RECORDS SUPPLIED below:
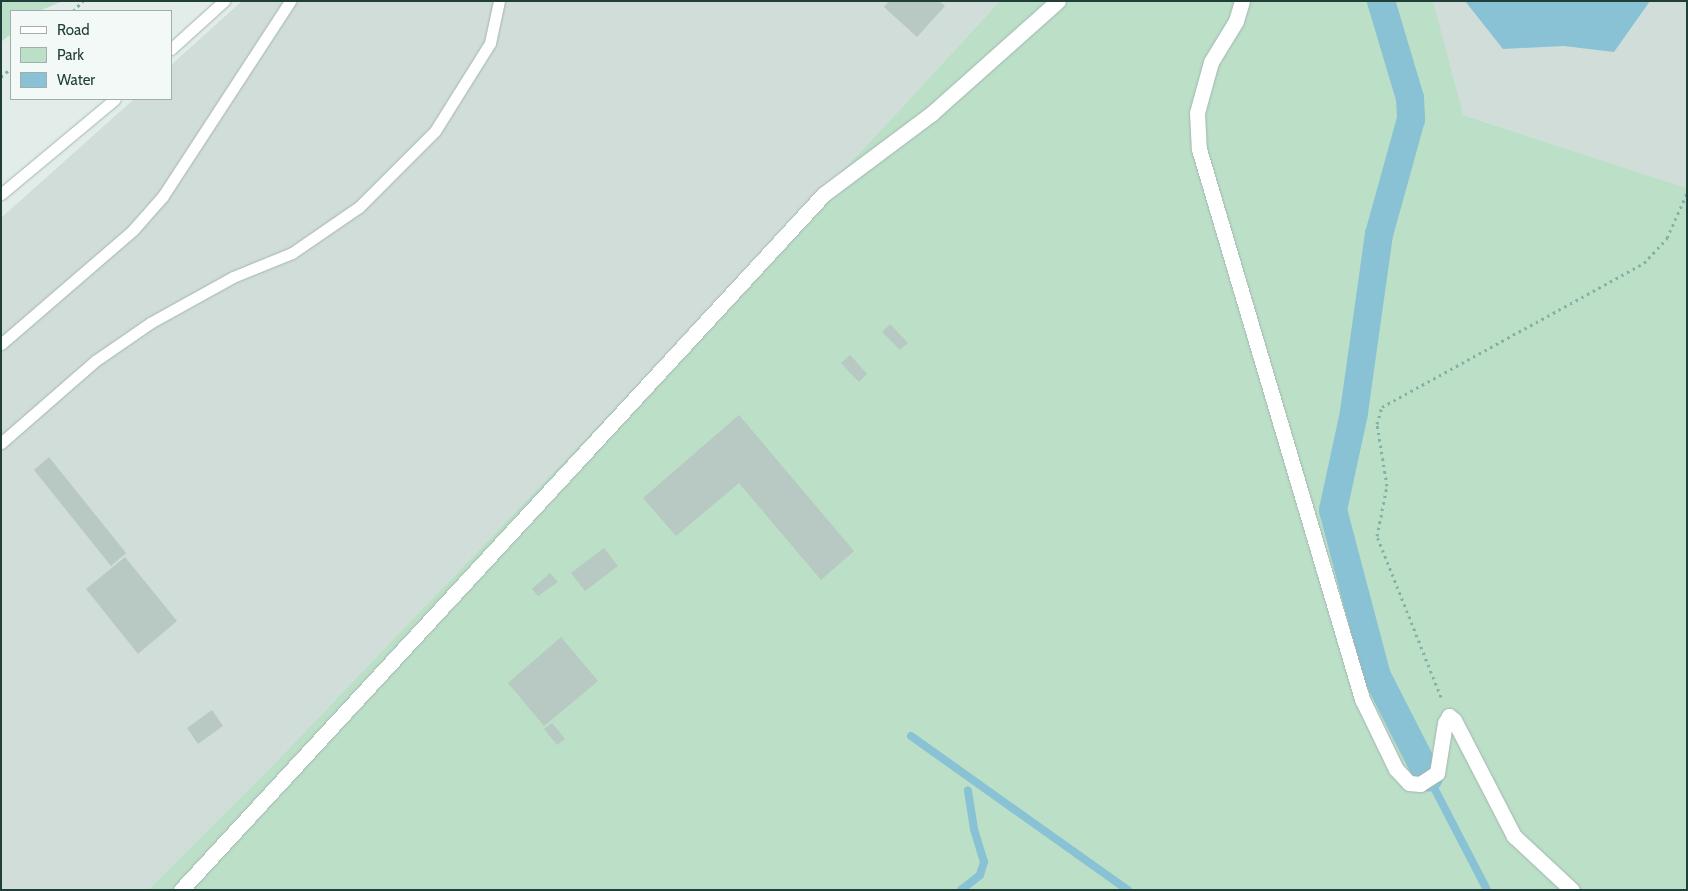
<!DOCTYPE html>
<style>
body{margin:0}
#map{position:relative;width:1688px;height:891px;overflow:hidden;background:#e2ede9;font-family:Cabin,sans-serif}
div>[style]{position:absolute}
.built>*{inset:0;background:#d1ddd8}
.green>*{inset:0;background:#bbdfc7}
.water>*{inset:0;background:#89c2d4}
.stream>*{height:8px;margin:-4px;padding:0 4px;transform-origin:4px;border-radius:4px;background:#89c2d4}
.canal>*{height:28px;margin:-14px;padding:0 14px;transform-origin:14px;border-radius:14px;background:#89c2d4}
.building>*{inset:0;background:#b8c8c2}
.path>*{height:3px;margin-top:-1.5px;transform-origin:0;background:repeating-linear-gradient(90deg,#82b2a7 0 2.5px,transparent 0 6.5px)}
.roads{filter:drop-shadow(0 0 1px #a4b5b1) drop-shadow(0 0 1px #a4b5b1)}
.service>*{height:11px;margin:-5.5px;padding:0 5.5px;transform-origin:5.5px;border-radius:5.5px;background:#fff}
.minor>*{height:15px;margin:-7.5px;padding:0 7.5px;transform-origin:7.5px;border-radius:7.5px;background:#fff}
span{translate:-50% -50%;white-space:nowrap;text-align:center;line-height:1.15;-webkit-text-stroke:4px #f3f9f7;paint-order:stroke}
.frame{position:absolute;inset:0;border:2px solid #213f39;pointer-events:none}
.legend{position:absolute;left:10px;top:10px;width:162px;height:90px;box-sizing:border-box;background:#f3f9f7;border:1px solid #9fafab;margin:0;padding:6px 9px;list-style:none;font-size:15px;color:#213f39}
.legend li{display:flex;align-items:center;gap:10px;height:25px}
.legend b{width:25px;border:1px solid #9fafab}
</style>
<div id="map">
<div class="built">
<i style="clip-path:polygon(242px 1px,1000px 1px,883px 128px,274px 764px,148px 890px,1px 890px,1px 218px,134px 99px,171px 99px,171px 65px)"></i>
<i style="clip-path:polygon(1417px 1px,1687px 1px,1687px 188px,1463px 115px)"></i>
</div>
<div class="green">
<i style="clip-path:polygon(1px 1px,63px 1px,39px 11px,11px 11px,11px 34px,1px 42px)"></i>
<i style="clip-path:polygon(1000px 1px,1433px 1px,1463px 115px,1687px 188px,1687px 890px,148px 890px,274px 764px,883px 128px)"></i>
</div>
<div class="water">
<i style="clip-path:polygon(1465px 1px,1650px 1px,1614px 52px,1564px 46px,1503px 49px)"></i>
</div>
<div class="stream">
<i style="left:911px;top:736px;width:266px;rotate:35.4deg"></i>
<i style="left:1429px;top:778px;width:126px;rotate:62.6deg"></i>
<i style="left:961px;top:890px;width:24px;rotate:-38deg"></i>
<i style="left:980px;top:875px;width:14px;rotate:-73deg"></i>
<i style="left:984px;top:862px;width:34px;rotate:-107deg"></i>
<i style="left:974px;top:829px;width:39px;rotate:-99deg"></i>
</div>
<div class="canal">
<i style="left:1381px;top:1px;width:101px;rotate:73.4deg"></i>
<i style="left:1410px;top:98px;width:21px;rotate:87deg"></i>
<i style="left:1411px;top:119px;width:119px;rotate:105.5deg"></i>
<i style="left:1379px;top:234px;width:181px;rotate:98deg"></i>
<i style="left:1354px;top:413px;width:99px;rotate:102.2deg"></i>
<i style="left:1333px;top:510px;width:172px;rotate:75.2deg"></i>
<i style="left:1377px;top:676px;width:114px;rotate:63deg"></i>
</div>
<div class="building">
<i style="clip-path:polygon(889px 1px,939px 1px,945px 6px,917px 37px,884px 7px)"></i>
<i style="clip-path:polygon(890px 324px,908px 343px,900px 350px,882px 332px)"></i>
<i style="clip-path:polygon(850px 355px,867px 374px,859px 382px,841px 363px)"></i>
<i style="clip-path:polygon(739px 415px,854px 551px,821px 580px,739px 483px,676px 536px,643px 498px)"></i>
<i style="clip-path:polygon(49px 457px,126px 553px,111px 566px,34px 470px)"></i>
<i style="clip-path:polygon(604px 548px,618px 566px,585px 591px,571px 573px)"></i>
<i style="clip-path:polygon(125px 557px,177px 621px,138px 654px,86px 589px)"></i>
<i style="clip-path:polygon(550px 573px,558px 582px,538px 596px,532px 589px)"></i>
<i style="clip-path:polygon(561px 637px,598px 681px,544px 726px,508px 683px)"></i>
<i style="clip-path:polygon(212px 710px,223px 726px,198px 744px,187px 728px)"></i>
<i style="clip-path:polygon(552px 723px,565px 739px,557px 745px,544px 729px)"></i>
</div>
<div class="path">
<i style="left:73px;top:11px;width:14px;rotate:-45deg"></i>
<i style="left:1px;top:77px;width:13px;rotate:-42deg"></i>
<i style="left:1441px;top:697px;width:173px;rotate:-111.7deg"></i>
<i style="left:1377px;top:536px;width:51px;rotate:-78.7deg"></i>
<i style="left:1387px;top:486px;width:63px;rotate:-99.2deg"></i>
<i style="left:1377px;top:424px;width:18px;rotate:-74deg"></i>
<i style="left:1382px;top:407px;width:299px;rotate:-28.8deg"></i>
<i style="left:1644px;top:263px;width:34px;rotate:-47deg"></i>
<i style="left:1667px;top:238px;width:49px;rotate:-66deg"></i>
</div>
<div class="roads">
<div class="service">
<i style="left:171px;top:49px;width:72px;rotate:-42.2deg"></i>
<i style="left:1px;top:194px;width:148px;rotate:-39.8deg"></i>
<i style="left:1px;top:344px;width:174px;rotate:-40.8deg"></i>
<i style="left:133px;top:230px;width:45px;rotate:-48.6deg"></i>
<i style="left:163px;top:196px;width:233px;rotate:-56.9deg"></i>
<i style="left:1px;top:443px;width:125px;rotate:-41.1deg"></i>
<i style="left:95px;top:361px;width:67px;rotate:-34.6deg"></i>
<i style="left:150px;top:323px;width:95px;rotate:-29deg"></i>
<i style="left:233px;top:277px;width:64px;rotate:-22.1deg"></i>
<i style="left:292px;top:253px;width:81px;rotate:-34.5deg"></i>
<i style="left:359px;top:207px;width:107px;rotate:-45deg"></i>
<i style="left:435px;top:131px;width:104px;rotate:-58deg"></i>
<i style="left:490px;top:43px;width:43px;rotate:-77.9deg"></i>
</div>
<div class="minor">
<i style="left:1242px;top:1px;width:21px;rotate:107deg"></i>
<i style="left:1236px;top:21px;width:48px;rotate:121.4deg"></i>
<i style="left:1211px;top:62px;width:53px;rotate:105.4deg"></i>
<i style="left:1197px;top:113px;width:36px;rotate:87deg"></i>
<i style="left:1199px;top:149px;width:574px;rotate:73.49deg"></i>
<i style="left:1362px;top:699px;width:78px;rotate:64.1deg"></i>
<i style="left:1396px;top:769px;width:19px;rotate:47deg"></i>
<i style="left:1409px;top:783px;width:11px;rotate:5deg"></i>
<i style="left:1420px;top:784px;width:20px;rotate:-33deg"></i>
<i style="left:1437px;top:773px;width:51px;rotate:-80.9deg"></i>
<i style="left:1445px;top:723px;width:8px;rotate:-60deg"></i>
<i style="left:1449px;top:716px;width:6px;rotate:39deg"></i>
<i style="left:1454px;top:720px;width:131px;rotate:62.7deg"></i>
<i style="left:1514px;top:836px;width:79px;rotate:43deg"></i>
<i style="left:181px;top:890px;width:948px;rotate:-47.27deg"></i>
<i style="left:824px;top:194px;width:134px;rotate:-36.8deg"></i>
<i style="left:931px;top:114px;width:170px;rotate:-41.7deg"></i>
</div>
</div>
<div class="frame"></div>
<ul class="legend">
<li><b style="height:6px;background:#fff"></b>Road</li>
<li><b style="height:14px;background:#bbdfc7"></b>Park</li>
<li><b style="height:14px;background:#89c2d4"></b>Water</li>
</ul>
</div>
End of RECORDS SUPPLIED.
RECORDS SUPPLIED below:
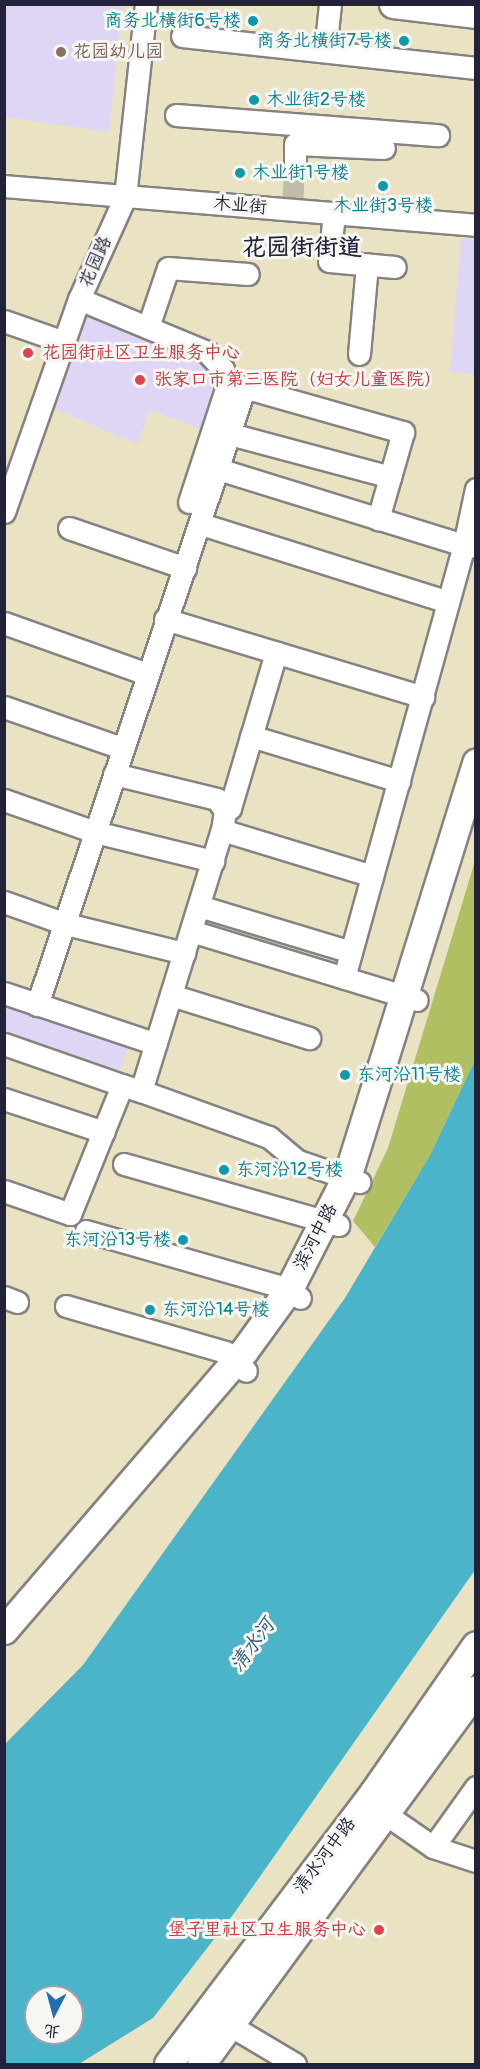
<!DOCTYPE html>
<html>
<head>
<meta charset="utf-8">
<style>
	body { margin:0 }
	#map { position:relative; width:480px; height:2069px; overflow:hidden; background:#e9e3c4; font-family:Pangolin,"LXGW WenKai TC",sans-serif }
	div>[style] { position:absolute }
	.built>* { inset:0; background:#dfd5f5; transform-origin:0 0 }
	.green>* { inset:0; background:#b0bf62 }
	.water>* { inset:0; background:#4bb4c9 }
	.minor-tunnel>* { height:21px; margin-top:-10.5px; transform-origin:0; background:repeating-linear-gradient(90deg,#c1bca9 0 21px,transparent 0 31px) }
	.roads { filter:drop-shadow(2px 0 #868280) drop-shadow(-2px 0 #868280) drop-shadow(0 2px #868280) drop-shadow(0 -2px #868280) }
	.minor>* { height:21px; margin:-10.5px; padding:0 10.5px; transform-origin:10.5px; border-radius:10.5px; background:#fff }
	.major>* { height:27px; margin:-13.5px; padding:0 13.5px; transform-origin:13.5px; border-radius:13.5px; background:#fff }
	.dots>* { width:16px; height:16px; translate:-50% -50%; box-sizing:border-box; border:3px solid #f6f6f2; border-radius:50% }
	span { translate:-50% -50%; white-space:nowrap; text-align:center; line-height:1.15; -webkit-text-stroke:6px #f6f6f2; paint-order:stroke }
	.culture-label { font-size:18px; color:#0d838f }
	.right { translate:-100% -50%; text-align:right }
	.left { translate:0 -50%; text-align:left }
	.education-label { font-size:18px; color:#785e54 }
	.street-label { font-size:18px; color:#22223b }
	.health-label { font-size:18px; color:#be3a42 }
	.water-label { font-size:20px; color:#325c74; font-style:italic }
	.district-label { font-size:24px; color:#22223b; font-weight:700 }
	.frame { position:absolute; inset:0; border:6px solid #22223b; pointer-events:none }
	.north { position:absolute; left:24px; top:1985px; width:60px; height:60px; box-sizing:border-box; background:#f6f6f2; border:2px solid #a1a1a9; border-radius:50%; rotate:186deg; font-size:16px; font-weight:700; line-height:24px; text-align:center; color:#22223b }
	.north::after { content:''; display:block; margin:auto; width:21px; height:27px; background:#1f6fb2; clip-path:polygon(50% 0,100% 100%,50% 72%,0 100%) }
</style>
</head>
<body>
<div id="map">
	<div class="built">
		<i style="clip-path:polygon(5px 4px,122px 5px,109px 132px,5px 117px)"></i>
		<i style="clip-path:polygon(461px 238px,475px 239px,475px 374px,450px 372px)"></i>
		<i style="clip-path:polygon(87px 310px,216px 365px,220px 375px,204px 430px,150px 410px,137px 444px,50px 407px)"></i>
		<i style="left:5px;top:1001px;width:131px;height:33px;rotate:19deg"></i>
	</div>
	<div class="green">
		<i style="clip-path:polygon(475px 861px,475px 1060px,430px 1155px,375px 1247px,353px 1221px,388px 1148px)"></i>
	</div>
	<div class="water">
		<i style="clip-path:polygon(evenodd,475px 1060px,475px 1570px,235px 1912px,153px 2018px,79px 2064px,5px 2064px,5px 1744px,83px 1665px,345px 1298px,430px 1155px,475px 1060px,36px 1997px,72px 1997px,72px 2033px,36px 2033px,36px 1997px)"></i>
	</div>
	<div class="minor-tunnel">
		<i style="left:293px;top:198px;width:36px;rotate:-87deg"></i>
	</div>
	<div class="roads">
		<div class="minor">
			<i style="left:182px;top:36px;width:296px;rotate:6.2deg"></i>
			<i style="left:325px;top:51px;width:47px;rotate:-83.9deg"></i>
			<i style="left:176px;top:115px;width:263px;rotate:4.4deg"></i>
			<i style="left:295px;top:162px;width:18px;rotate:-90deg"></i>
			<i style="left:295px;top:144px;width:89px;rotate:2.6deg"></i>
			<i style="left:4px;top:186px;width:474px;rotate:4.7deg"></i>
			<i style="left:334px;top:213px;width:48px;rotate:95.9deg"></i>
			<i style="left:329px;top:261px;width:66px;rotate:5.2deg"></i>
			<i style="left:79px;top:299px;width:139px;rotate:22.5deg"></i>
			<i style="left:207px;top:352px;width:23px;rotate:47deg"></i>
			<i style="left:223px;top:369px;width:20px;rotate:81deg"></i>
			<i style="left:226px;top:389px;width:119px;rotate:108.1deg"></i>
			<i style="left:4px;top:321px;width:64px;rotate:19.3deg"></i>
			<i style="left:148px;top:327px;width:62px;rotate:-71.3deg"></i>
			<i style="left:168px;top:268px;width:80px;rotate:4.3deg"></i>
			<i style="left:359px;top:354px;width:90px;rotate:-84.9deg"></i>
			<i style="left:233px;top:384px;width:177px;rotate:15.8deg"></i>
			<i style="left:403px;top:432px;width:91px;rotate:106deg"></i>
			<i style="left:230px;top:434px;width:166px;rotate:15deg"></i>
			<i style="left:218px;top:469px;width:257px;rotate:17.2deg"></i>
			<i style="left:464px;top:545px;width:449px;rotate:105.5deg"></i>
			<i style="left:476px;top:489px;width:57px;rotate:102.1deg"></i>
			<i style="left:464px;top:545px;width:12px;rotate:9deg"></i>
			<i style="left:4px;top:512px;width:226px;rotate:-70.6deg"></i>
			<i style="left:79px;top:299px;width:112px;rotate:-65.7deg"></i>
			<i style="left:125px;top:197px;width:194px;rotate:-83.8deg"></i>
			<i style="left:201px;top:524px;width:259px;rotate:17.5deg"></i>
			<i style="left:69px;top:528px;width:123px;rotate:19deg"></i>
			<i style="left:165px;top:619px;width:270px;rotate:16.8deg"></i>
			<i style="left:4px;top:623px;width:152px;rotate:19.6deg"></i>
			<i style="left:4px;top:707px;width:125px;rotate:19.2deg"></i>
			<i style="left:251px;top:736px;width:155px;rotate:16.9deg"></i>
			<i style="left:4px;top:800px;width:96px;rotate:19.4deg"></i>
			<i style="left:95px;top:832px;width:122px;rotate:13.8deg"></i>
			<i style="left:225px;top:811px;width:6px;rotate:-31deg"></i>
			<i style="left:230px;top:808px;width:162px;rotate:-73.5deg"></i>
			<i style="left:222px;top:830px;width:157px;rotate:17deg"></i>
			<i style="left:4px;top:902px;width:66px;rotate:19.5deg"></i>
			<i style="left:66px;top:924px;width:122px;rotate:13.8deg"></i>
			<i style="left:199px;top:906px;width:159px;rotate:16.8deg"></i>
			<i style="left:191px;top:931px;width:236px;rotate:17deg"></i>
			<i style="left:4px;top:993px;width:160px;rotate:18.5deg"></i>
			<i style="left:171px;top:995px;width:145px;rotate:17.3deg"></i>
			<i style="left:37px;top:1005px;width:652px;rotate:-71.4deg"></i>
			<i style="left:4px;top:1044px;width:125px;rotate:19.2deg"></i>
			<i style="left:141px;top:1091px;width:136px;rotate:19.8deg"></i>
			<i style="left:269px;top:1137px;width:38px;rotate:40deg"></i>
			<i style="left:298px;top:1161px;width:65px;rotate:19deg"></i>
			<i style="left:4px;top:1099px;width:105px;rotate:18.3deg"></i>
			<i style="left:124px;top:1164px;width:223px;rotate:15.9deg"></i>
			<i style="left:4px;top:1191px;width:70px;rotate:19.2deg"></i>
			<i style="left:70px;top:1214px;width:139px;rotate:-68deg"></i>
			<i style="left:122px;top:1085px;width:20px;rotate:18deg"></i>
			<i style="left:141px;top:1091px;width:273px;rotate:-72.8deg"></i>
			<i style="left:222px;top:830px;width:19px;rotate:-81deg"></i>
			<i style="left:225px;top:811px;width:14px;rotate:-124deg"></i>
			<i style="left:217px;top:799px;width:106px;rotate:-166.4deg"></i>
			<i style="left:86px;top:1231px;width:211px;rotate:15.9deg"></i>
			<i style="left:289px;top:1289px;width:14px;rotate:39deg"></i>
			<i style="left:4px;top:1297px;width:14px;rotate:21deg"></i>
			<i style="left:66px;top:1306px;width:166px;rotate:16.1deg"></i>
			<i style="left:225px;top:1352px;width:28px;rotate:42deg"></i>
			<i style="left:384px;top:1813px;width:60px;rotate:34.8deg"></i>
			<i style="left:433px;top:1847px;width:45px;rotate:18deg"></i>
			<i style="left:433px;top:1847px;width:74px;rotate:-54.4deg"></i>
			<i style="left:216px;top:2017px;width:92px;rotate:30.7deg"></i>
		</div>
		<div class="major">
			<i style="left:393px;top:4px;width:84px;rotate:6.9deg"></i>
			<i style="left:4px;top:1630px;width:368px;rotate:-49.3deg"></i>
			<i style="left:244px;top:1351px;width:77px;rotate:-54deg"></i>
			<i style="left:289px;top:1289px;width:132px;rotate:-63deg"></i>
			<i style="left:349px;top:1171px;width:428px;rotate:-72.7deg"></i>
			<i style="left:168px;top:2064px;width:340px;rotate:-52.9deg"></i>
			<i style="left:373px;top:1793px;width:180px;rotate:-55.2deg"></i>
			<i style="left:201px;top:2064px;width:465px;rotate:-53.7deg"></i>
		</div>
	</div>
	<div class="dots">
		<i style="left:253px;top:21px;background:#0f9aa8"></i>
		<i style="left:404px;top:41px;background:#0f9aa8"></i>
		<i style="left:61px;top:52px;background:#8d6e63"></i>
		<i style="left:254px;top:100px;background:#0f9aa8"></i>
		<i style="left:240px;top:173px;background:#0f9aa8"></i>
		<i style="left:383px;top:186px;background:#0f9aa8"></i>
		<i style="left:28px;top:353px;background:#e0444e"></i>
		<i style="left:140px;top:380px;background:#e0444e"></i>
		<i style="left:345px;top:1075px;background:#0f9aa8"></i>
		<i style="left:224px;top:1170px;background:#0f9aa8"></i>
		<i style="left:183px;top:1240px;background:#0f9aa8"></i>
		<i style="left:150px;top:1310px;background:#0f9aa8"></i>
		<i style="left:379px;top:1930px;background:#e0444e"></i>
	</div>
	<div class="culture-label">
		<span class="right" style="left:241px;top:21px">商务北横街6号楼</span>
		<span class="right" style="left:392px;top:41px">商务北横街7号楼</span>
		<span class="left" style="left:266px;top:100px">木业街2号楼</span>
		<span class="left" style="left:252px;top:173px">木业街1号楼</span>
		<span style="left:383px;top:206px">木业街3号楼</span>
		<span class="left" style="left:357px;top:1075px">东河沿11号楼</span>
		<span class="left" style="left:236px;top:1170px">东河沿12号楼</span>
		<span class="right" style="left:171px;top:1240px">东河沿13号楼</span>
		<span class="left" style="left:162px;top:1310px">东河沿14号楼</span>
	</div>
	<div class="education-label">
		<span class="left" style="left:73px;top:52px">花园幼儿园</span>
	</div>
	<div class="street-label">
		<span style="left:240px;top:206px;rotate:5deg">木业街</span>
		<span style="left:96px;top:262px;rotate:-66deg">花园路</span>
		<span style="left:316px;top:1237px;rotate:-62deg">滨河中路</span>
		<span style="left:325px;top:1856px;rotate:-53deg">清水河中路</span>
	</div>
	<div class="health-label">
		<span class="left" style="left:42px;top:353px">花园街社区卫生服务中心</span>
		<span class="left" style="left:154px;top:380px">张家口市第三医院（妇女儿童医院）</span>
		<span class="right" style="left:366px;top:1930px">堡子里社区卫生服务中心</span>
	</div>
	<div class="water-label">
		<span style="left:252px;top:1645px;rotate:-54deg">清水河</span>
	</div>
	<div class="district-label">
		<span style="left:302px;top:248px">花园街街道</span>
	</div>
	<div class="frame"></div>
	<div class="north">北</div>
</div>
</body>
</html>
End of RECORDS SUPPLIED.
◆ **TASK OBJECTIVE**
Report back every line of the entries in which "overflow" occurs.

◆ **ANSWER TO THE PROBLEM**
#map{position:relative;width:1688px;height:891px;overflow:hidden;background:#e2ede9;font-family:Cabin,sans-serif}
	#map { position:relative; width:480px; height:2069px; overflow:hidden; background:#e9e3c4; font-family:Pangolin,"LXGW WenKai TC",sans-serif }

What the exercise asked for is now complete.